● THE PROBLEM
Scan the data below for lines containing the string "Hall" and give only how many there are.

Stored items

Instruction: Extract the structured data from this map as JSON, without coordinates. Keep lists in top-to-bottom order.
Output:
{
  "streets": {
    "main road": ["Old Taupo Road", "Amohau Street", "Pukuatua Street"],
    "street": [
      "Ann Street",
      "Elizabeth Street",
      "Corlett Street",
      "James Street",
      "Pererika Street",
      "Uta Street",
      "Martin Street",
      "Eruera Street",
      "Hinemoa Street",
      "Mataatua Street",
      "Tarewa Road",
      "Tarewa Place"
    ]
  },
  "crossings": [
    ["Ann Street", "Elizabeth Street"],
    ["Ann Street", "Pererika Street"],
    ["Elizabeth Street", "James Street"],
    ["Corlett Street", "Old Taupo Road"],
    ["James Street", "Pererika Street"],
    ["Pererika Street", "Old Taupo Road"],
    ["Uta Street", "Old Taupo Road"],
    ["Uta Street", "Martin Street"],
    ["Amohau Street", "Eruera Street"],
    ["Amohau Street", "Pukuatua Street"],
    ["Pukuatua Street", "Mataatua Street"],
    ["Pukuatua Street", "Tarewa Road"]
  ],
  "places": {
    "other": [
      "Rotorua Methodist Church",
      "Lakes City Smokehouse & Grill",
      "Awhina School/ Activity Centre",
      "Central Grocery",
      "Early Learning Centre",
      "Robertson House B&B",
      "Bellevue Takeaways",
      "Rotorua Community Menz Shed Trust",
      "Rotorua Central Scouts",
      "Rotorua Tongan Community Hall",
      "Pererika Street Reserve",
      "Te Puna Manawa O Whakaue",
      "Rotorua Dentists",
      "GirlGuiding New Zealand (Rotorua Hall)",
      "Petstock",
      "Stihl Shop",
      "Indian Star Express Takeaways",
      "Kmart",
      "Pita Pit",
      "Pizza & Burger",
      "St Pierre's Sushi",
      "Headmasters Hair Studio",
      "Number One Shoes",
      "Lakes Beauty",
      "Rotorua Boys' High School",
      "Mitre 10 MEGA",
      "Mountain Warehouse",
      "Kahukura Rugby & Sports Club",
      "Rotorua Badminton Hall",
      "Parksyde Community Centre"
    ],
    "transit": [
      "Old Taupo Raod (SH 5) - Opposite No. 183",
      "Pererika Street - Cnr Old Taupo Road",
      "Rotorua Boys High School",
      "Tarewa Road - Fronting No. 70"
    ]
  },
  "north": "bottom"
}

● EXERCISE RESULT
3